By Nhau Mangirazi
Karoi, September 26, 2016 – DEFAULTING rate payers in Karoi have been blamed for the farming town’s continued failure to meet its 2016 revenue targets amid revelations only 15 percent of an estimated $6,166,025 budget total was collected as of end of July this year.
Finance and Investment committee chairman councillor Abel Matsika said he was greatly disappointed that although residents and businesses had shown enthusiasm to honour their dues during a consultative meeting held last year, revenue collection this year declined drastically, affecting council operations.
Presenting the 2017 budget at a special full council meeting in the town recently, councillor Matsika said the 2016 margins were worrisome.
“It is with great displeasure to inform you that the 2016 budget underperformed by worrying margins,” he said.
“This is despite the fact that it was crafted with active participation and participative involvement of stakeholders, residents and ratepayers.”
He continued: “From the outlook, it gave the impression of 100 percent ownership by the Karoi community. There was high hope that the 2016 budget would perform as aligned by ministry directive on rationalisation of management salaries and benefits but there was a huge decrease in the number of residents coming up to pay rates.”

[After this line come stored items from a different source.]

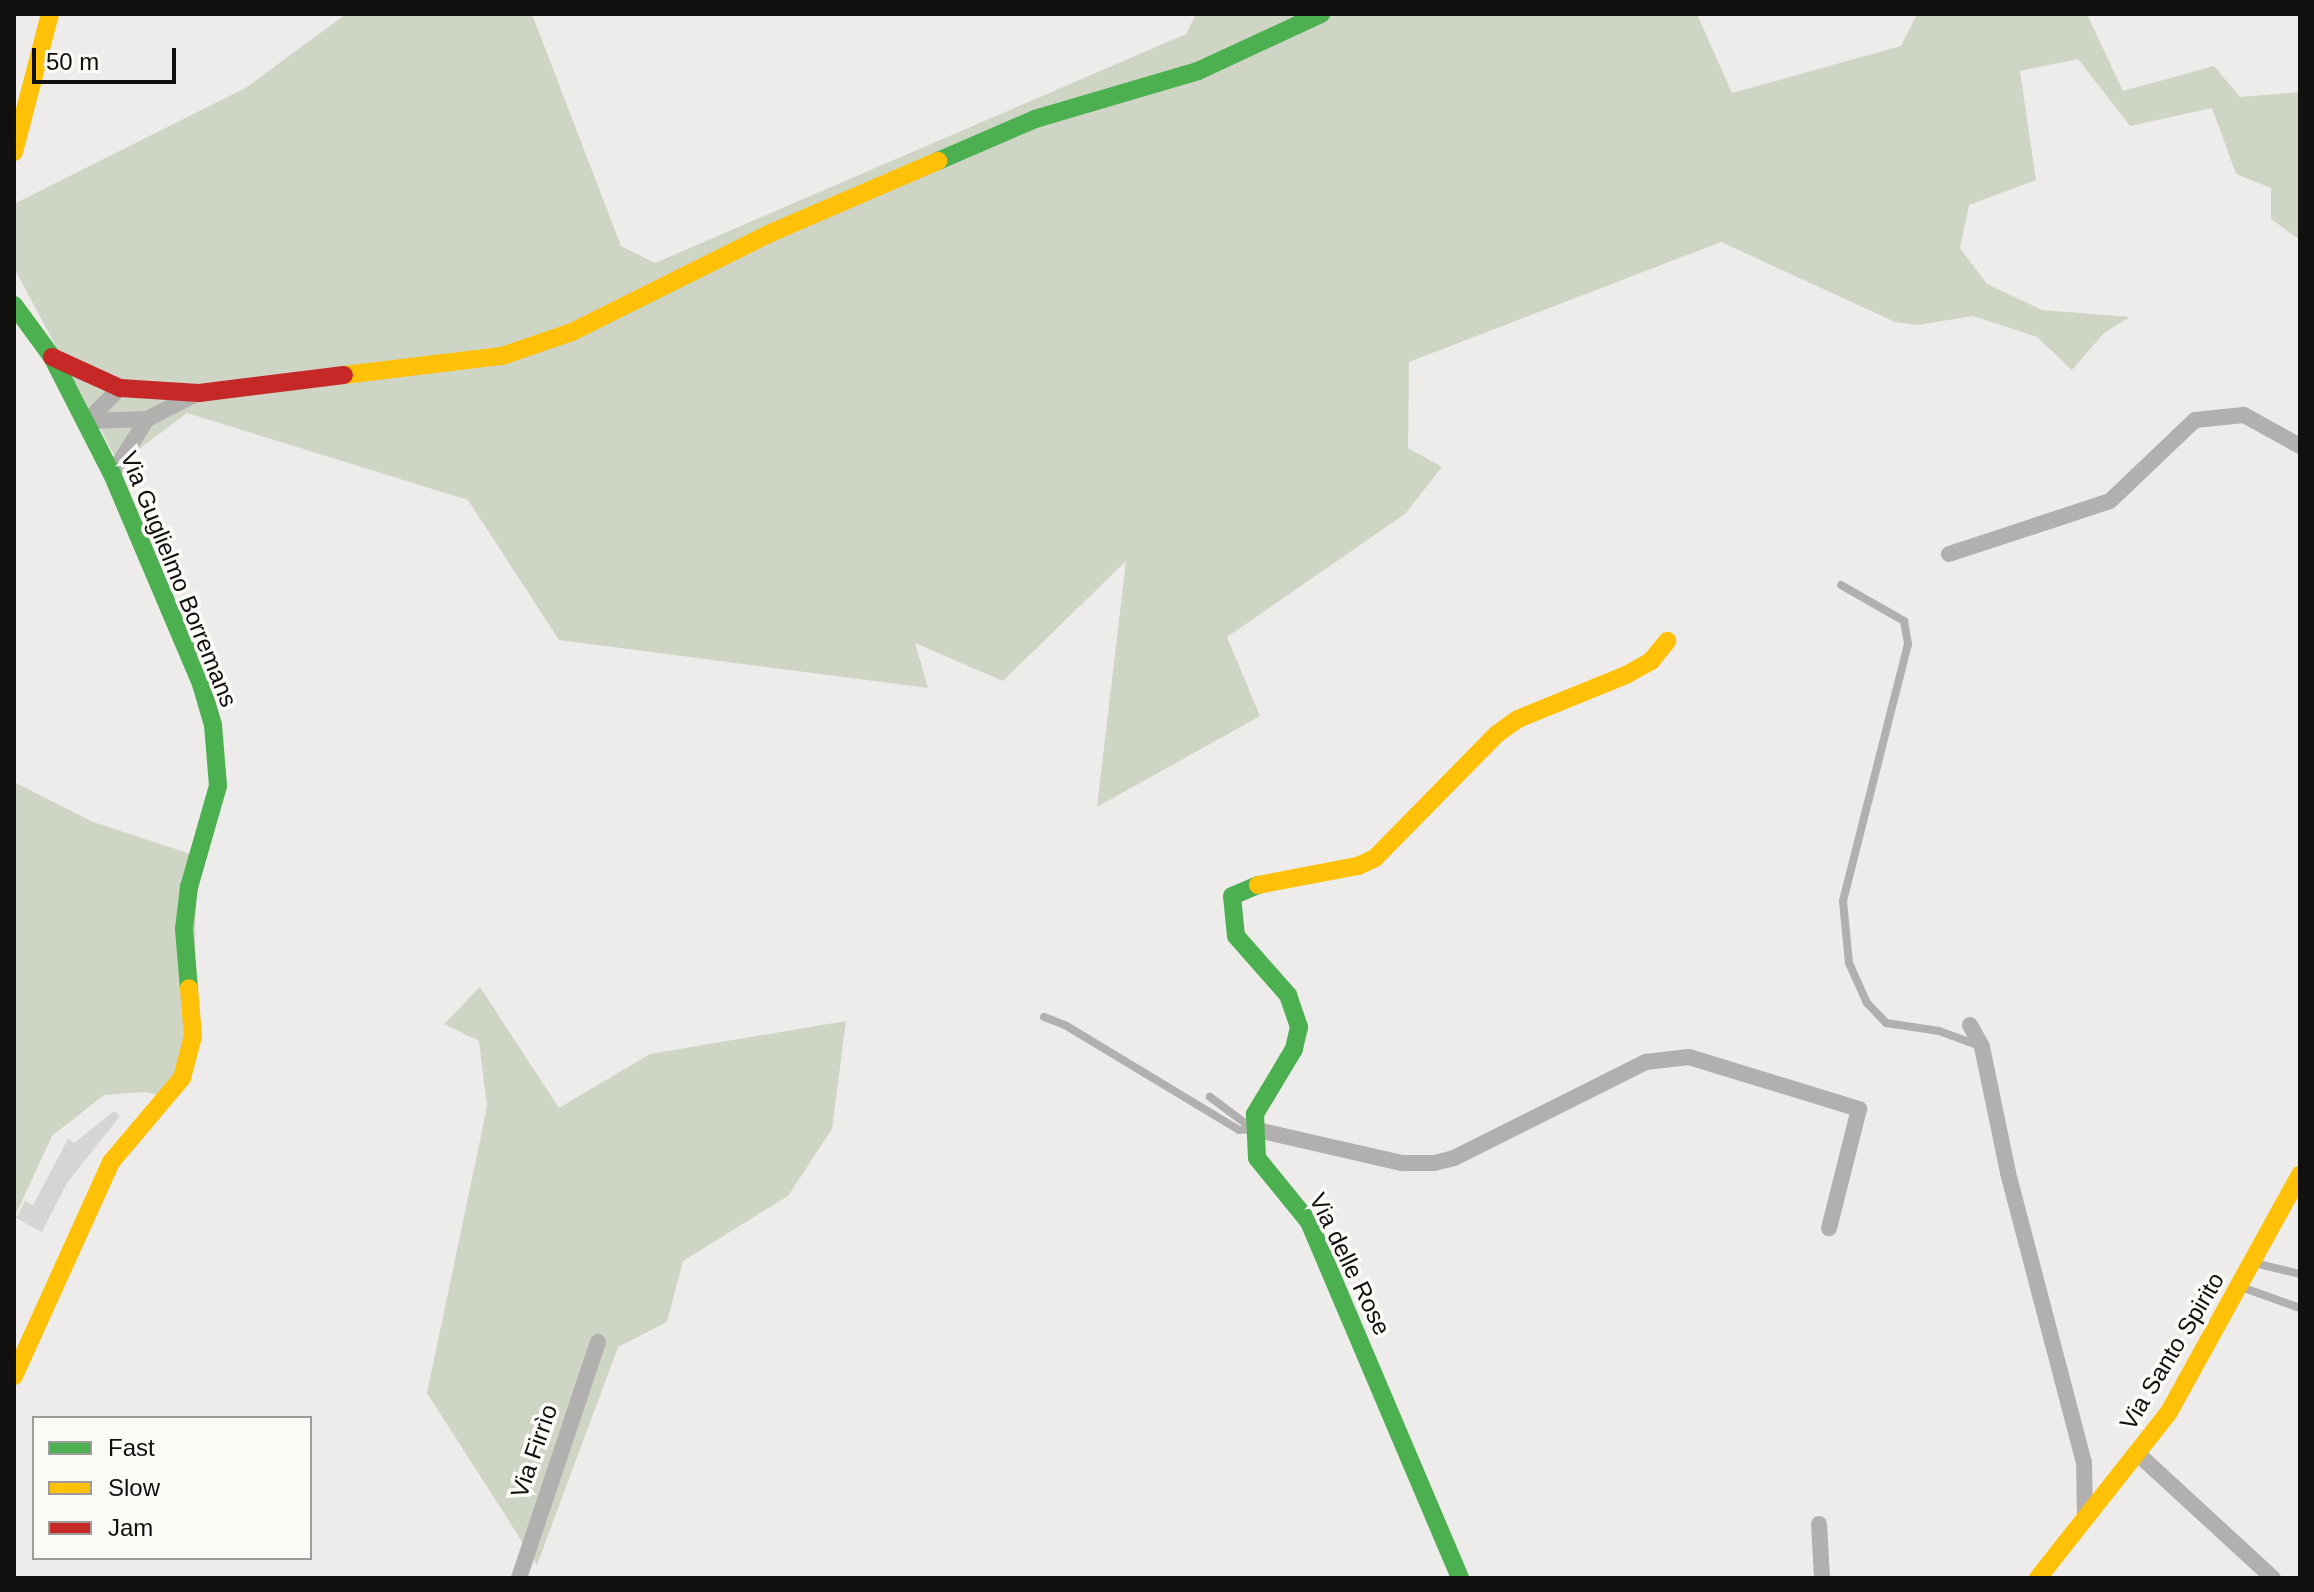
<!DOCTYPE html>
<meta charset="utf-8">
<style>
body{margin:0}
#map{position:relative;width:2314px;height:1592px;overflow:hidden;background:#edecea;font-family:Arial,sans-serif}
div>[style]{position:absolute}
.green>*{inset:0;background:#ced5c5}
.building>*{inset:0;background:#d6d5d4}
.lane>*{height:8px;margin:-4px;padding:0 4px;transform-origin:4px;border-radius:4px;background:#b1b0af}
.street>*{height:16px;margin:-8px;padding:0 8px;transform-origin:8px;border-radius:8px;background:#b1b0af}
.fast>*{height:18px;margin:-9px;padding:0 9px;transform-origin:9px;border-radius:9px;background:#4caf50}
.slow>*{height:18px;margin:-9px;padding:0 9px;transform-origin:9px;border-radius:9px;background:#ffc107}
.jam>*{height:18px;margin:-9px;padding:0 9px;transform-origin:9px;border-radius:9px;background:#c62828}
span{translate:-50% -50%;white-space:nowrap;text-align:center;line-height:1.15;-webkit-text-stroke:7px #fcfaf7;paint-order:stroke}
.street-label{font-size:24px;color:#11100f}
.frame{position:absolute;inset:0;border:16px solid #11100f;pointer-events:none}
.legend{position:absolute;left:32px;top:1416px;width:280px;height:144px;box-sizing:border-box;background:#fcfaf7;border:2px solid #9e9c9a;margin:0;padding:10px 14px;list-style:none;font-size:24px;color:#11100f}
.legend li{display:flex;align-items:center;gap:16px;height:40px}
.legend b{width:40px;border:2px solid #9e9c9a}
.scale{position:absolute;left:32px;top:48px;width:144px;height:36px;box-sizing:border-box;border:4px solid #11100f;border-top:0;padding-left:10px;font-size:24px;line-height:28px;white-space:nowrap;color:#11100f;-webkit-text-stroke:6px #fcfaf7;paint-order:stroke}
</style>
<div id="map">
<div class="green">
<div style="clip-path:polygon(346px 14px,532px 14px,621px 246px,655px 263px,1186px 34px,1196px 14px,1697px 14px,1732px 93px,1901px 46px,1917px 14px,2087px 14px,2123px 91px,2214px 66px,2240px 97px,2300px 92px,2300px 240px,2271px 219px,2271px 188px,2236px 174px,2212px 108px,2130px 126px,2078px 59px,2020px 71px,2036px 180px,1969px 205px,1960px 248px,1987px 284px,2042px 310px,2130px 317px,2104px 333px,2072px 370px,2037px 337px,1973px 316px,1919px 325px,1895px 322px,1721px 242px,1409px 362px,1408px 448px,1442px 467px,1405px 514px,1227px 637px,1260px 716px,1097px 807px,1126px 561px,1003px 681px,915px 643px,928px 688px,559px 640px,468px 500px,187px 413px,119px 464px,14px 268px,16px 203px,247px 87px)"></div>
<div style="clip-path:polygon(14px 782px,93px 822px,197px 856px,193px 1036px,167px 1097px,145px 1092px,104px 1095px,52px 1136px,14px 1218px)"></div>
<div style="clip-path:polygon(480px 987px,559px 1108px,650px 1054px,846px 1021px,832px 1129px,788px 1196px,683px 1261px,667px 1322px,618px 1347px,537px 1565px,427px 1393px,487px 1107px,479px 1041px,444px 1024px)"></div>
</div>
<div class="building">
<div style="clip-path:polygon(114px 1111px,120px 1116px,67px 1183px,42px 1232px,16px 1218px,25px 1201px,33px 1205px,68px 1139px,74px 1143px)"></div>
</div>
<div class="lane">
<div style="left:1841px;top:585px;width:73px;rotate:29.7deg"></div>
<div style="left:1904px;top:621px;width:23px;rotate:80deg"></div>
<div style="left:1908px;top:644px;width:265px;rotate:104.2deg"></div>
<div style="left:1843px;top:901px;width:62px;rotate:84.5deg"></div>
<div style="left:1849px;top:963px;width:44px;rotate:65.8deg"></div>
<div style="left:1867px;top:1003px;width:28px;rotate:46deg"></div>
<div style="left:1886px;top:1023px;width:54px;rotate:8.6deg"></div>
<div style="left:1939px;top:1031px;width:40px;rotate:20.2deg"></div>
<div style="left:1044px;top:1017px;width:22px;rotate:21deg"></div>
<div style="left:1065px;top:1025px;width:203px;rotate:31.1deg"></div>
<div style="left:1239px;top:1130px;width:14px;rotate:-4deg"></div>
<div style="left:1253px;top:1129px;width:54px;rotate:-143.3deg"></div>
<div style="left:2254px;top:1263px;width:47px;rotate:13.4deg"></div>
<div style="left:2244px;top:1288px;width:59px;rotate:19.7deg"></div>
</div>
<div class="street">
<div style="left:87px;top:421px;width:60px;rotate:-1.9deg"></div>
<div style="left:87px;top:421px;width:47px;rotate:-45deg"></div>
<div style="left:112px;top:474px;width:65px;rotate:-57.5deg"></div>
<div style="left:147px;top:419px;width:57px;rotate:-27deg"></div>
<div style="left:1949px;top:554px;width:169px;rotate:-18.2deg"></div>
<div style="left:2110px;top:501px;width:117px;rotate:-43.6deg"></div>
<div style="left:2195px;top:420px;width:49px;rotate:-5.8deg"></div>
<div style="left:2244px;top:415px;width:64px;rotate:29deg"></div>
<div style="left:1970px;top:1025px;width:25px;rotate:61deg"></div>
<div style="left:1982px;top:1047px;width:129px;rotate:78.3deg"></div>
<div style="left:2008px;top:1173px;width:299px;rotate:75.3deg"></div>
<div style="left:2084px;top:1462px;width:54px;rotate:88.9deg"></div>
<div style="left:1253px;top:1129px;width:153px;rotate:12.9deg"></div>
<div style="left:1402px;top:1163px;width:32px"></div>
<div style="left:1434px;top:1163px;width:21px;rotate:-14deg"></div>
<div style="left:1454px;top:1158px;width:215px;rotate:-26.6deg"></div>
<div style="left:1646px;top:1062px;width:43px;rotate:-6.6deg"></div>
<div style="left:1689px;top:1057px;width:178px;rotate:17deg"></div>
<div style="left:1859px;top:1109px;width:123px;rotate:104.1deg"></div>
<div style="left:2138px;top:1454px;width:183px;rotate:42.6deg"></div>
<div style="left:1819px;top:1524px;width:54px;rotate:86.8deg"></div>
<div style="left:519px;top:1578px;width:249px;rotate:-71.5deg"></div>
</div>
<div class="fast">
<div style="left:938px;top:161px;width:106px;rotate:-23.4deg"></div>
<div style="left:1035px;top:119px;width:170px;rotate:-16.4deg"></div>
<div style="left:1198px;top:71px;width:136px;rotate:-24.9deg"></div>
<div style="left:14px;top:305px;width:64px;rotate:53.8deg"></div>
<div style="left:52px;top:357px;width:131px;rotate:62.9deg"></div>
<div style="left:112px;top:474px;width:228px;rotate:67deg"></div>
<div style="left:201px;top:684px;width:43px;rotate:73.7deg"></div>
<div style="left:213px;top:725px;width:61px;rotate:85.3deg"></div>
<div style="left:218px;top:786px;width:105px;rotate:106deg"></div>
<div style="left:189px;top:887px;width:42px;rotate:96.8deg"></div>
<div style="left:184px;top:929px;width:59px;rotate:85.2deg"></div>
<div style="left:1258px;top:885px;width:28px;rotate:157deg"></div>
<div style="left:1232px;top:896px;width:40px;rotate:84.3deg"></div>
<div style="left:1236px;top:936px;width:79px;rotate:48.6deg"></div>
<div style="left:1288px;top:995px;width:34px;rotate:71deg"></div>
<div style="left:1299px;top:1027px;width:23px;rotate:103deg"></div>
<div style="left:1294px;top:1049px;width:76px;rotate:121deg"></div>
<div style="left:1255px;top:1114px;width:44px;rotate:87.4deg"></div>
<div style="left:1257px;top:1158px;width:82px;rotate:50.9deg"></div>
<div style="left:1309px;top:1222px;width:387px;rotate:67deg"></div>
</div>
<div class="slow">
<div style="left:14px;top:152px;width:143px;rotate:-75.4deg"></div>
<div style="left:344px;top:375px;width:159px;rotate:-6.9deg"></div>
<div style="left:502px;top:356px;width:74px;rotate:-18.9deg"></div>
<div style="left:572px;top:332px;width:225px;rotate:-26.5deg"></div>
<div style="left:773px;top:232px;width:180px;rotate:-23.3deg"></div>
<div style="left:1258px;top:885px;width:102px;rotate:-10.8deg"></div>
<div style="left:1358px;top:866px;width:19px;rotate:-25deg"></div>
<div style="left:1375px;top:858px;width:174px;rotate:-45.5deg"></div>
<div style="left:1497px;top:734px;width:26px;rotate:-36deg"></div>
<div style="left:1518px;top:719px;width:117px;rotate:-22.2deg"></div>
<div style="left:1626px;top:675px;width:29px;rotate:-29deg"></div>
<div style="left:1651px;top:661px;width:26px;rotate:-51deg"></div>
<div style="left:14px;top:1376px;width:235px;rotate:-65.6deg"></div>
<div style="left:111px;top:1162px;width:110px;rotate:-49.8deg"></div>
<div style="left:182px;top:1078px;width:43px;rotate:-75.3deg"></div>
<div style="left:193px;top:1036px;width:48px;rotate:-94.8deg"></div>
<div style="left:2038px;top:1578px;width:211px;rotate:-51.7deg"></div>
<div style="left:2169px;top:1412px;width:271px;rotate:-61.1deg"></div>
</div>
<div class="jam">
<div style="left:52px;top:357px;width:75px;rotate:24.5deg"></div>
<div style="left:120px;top:388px;width:79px;rotate:3.6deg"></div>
<div style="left:199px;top:393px;width:146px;rotate:-7.1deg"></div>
</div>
<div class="street-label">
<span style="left:179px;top:579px;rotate:68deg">Via Guglielmo Borremans</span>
<span style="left:1350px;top:1264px;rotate:64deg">Via delle Rose</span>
<span style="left:2172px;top:1351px;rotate:-59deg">Via Santo Spirito</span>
<span style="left:534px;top:1451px;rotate:-71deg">Via Firrìo</span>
</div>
<div class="frame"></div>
<ul class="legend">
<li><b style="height:10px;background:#4caf50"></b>Fast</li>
<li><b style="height:10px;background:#ffc107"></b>Slow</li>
<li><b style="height:10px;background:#c62828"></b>Jam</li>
</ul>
<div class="scale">50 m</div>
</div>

He said the beleaguered authority only collected a paltry of 15 percent of its 2016 budget of $6,166,025 as of July 31, 2016.
Debtors account for $3,991,295.59 of council books while creditors are owed $1,855,746.
Matsika admitted that the poor performance of the budget impacted negatively on programs and efforts to clear salary arrears for council employees, among other challenges.
To boost council coffers, Matsika said the authority would grant 10 percent discount on all outstanding bills cleared between October 1 and December 31, 2016.
Other measures being employed by the authority were the planned servicing of 957 residential stands.
To avoid a recurrence of the 2016 disaster, Matsika said council workers will intensify its the authority’s revenue collection efforts for both outstanding rates in 2016 and those set for the 2017 budget.
He also called for a more collaborative effort by all council departments to ensure the authority does not fall behind again in meeting its targets.
“The disjoint and discord that characterised our departments should become a thing of the past,” he said.
Matsika also pleaded with council chairman, Richard Ziki to speed up plans to take over water services from the Zimbabwe National Water Authority (Zinwa) as part of its revenue collection measures.
“If council has monopoly on water, 70 percent of all the debts will be collected and this will boost our revenue base. Mr Chairman can you please act on the move to have water under council to ease our challenges,” he said.